Child neglect is one of the most elusive forms of child maltreatment and, as a result, has received less attention than other forms. The vague nature of child neglect is evident
in the fact that a significant proportion of the research devoted to this topic has focused on definitional issues. At present, no single definition of child neglect is universally accepted. Although experts generally agree on conceptual definitions of child neglect (i.e., failure to provide for a child’s basic needs), little consensus exists regarding operational definitions.
Given these definitional complexities, the true incidence of child neglect is largely undetermined, as are the characteristics of child neglect victims. Child neglect is the most frequently reported form of child maltreatment, accounting for 61 percent to 77 percent of reported maltreatment cases.

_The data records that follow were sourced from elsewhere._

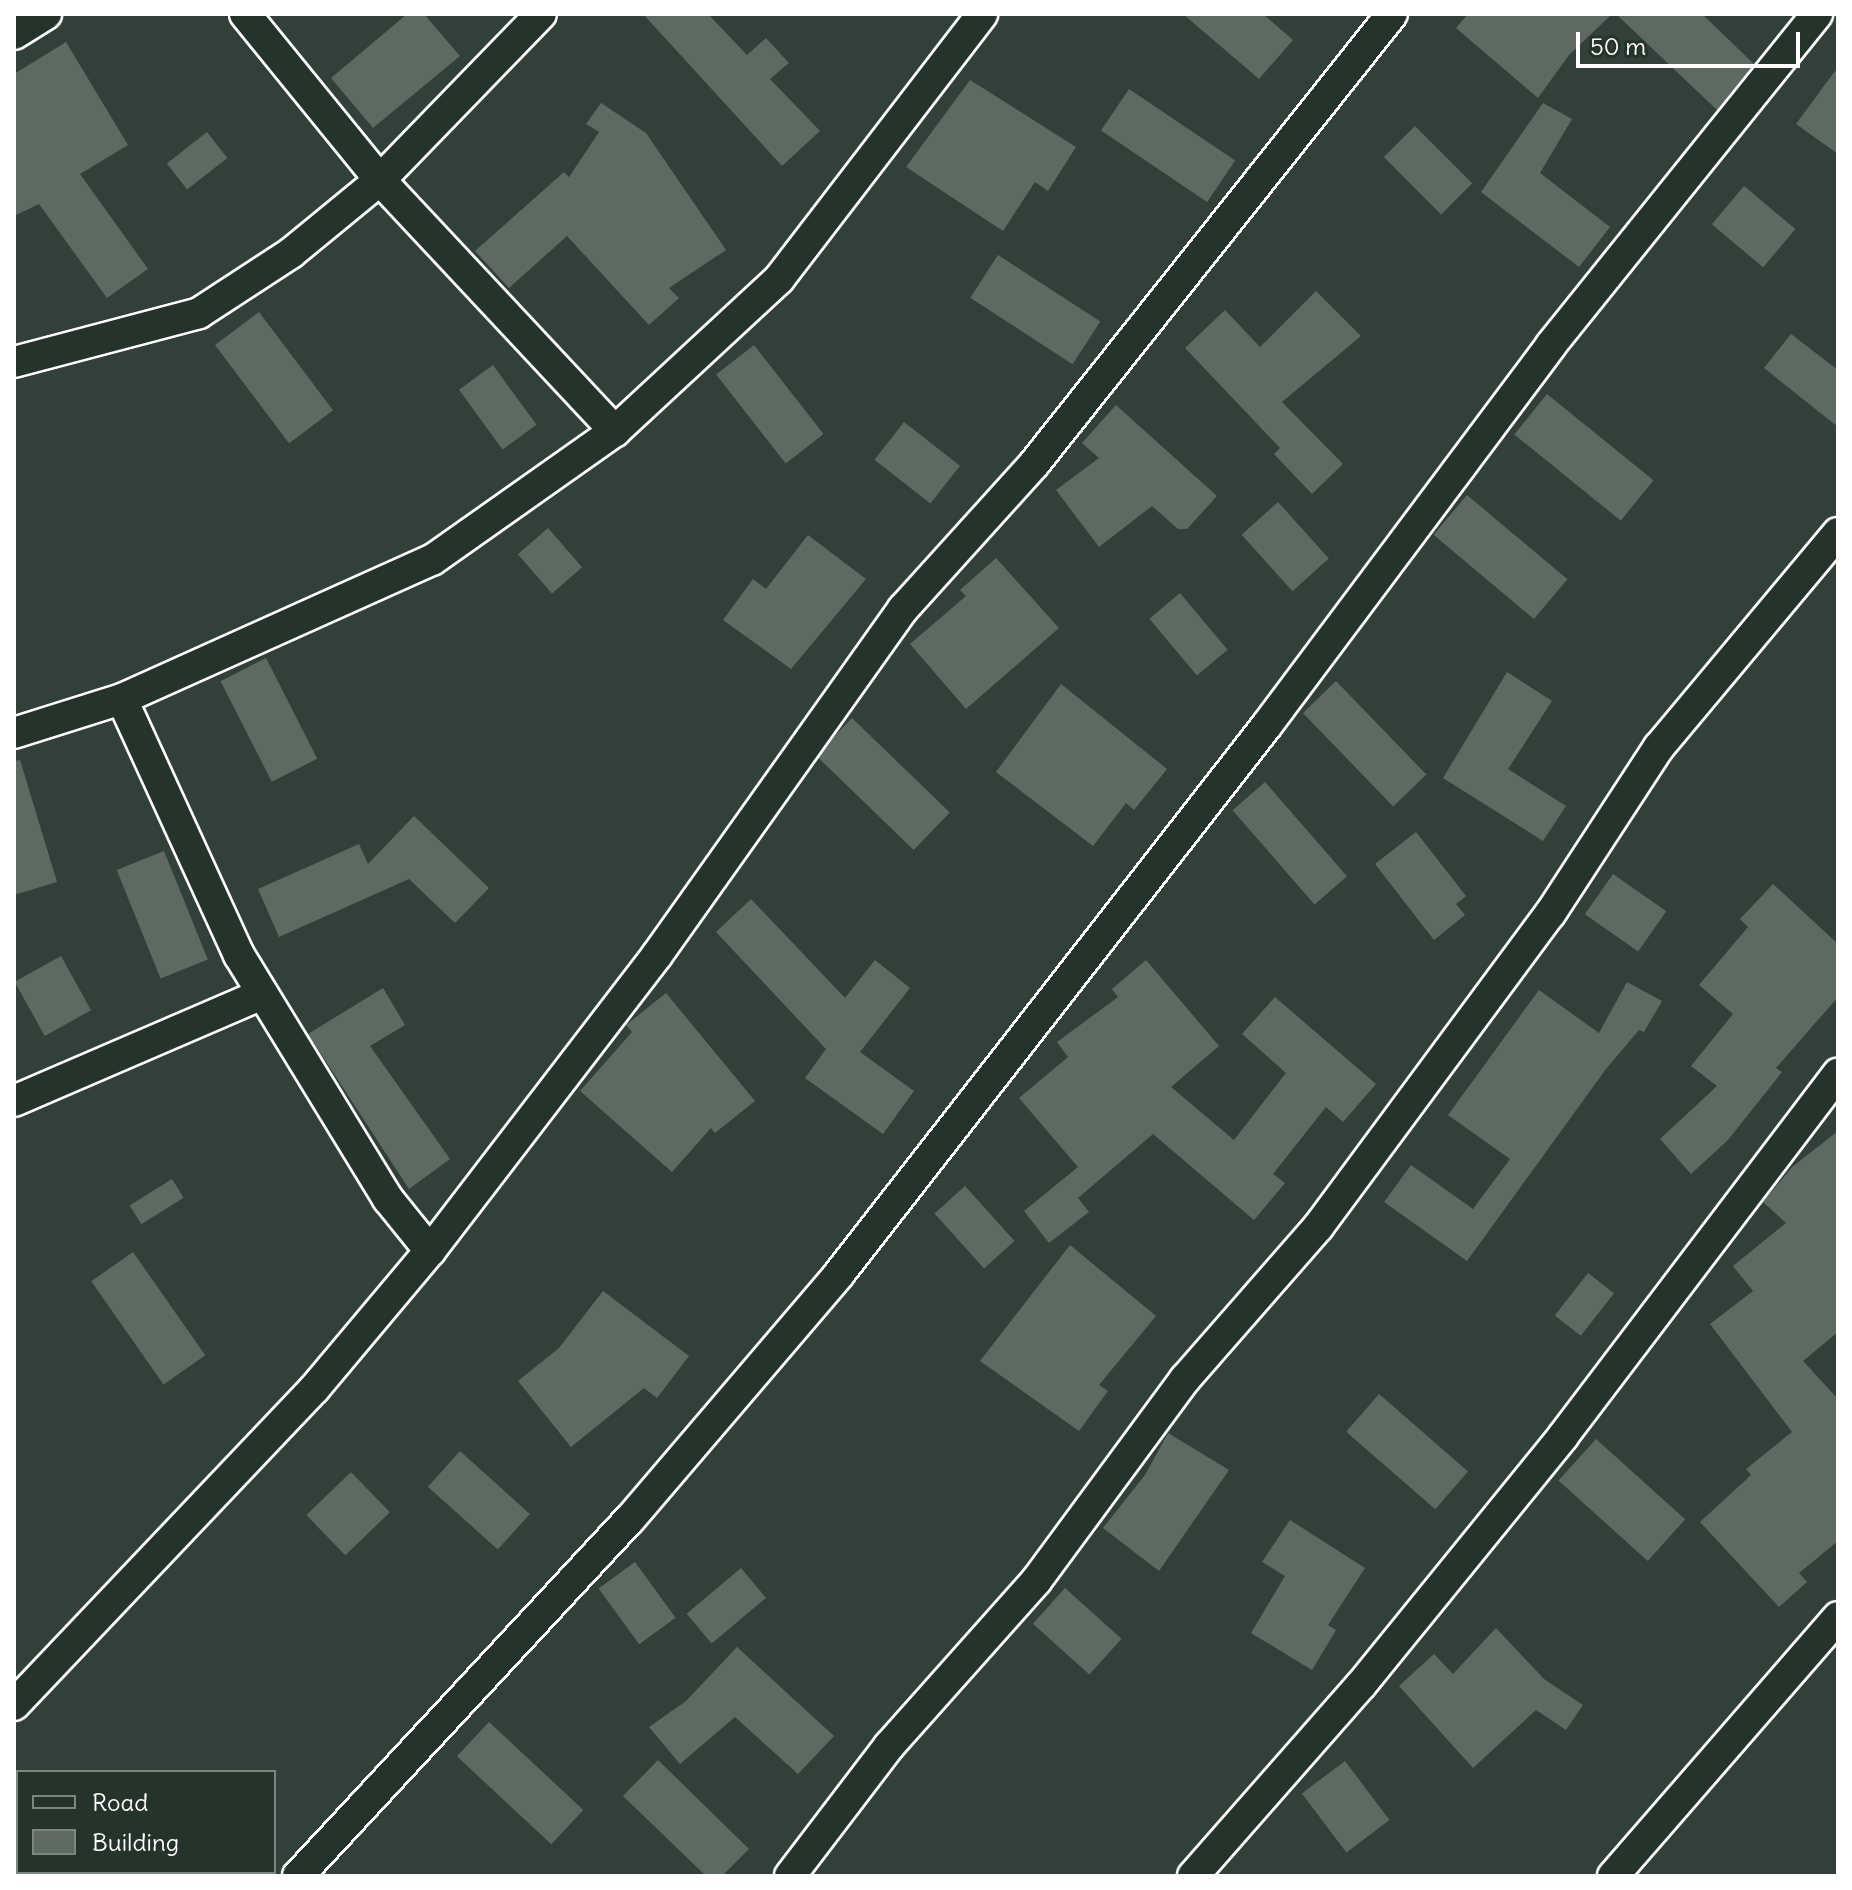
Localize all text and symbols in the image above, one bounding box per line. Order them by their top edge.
scale bar [1580,16,1804,66]
text: 50 m [1590,31,1646,61]
legend [16,1770,276,1874]
text: Road [92,1787,148,1817]
text: Building [92,1827,179,1857]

The majority of child neglect victims are under the age of 5, and the risk for neglect appears to decline as children become older. Children whose families are experiencing a variety of financial
stressors (e.g., low income or unemployment) are at higher risk than children in financially better-off families. For this form of child maltreatment, there appears to be little difference in risk between boys and girls. Studies that have examined the negative effects associated with child neglect have consistently shown it to be related to a variety of problems including social difficulties, intellectual deficits, and emotional
and behavioral problems.
Neglecting parents can be distinguished from nonneglecting parents by several characteristics. One consistent finding in families of neglect is that parent–child interactions are disturbed, and parents have increased levels of stress, with few social supports and limited integration into the community. Neglecting parents are also characterized by low educational achievement and often have become parents at a young age. Further research is needed to determine additional factors contributing
to child neglect, given that not all parents with the characteristics noted neglect
their children.
Few intervention and prevention strategies have been devised to address the unique aspects of child neglect, and as a result, research evaluating the effectiveness of interventions for victims of this form of maltreatment, in particular, is limited. Efforts to address child neglect primarily focus on parental competency programs that include home visitation, parent education, and parent support. A great deal of research has been conducted on home visitation programs, which often incorporate a multicomponent approach designed to include a variety of services for families. Such programs operate on the assumption that by enhancing parental support and parents’ knowledge about parenting and child development, they can improve family functioning, which will result in lower levels of child neglect. Although the effectiveness of home visitation programs has been debated, there is increasing evidence that such programs are generally
effective in meeting many of their goals. Another strategy in efforts to reduce or eliminate child neglect involves policy initiatives, such as safe-haven laws, which have the potential to significantly improve the lives of children.